I thought the town looked familiar. It was the same back lot they used for the town in Gremlins. Both of which are now classic 80s movies. Another interesting piece of trivia is that this movie marked the debut of Billy Zane. He plays Match one of Biffs’ teenaged cohorts. I liked how they subtly represented the changes in race relations that took place between the 1950s and 1980s. In 1985 the town has a black mayor whereas in 1955 it was inconceivable.
The Oedipus angle never crosses the line of good taste. Just when it almost begins to make the audience squirm they pull back from it. Lea Thompson is very good and she is the only one that acts different as a teenager than as an adult. Both George and Biff have exactly the same personalities at 17 as they did at 47 at the beginning of the movie. Eric is right however that George gets the biggest emotional arc.

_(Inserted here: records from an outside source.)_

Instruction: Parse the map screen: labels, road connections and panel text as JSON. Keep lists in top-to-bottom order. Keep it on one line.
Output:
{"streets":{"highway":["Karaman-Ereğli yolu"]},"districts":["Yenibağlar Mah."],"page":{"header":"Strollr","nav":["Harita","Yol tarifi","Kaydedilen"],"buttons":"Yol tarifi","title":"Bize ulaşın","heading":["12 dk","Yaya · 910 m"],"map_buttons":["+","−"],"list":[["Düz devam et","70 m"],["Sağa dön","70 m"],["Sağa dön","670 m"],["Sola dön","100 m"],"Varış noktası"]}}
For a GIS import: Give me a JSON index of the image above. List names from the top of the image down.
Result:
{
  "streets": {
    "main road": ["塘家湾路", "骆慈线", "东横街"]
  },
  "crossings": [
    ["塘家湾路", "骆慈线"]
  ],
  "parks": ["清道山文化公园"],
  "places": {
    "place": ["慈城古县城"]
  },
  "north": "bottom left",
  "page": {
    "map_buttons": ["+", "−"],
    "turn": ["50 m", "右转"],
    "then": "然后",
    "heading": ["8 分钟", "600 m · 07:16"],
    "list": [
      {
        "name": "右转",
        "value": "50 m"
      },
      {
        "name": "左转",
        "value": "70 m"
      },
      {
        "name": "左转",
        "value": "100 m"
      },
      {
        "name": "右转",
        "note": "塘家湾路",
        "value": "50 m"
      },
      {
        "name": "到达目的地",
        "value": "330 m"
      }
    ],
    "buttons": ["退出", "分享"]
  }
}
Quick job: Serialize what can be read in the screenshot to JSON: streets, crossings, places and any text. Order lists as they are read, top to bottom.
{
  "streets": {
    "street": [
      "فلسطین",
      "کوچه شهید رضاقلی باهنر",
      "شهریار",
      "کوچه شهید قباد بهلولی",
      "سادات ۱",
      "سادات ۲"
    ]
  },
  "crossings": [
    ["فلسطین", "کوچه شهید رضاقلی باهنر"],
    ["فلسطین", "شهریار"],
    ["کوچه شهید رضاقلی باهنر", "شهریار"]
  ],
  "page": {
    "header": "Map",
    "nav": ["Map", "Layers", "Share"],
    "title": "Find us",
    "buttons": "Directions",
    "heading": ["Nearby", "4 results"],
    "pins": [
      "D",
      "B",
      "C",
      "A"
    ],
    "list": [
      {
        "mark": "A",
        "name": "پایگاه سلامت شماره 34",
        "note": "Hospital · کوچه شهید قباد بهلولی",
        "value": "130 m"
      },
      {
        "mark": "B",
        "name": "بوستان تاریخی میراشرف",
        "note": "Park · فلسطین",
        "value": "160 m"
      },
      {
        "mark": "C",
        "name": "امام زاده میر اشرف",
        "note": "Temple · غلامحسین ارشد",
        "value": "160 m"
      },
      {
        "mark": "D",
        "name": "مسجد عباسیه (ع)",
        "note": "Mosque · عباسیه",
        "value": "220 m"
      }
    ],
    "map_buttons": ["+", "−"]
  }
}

This movie takes you on an exciting adventure that mixes nostalgia with laughs. The scene where Marty pretends to be an alien in order to convince his dad to ask his mom out to the dance is hilarious. “Last night, Darth Vader came down from planet Vulcan and told me that if I didn't take Lorraine out that he'd melt my brain.”
I also agree that Christopher Lloyd steals many scenes. He and Fox make a great comedy team. I like how he channels Dr. Frankenstein when he excitedly hollers, “It works! It works!”
Back to the Future was the highest grossing movie of 1985. It remains as entertaining today as it did way back when that actor Ronald Reagan was president. I wonder if the sequels hold up as well?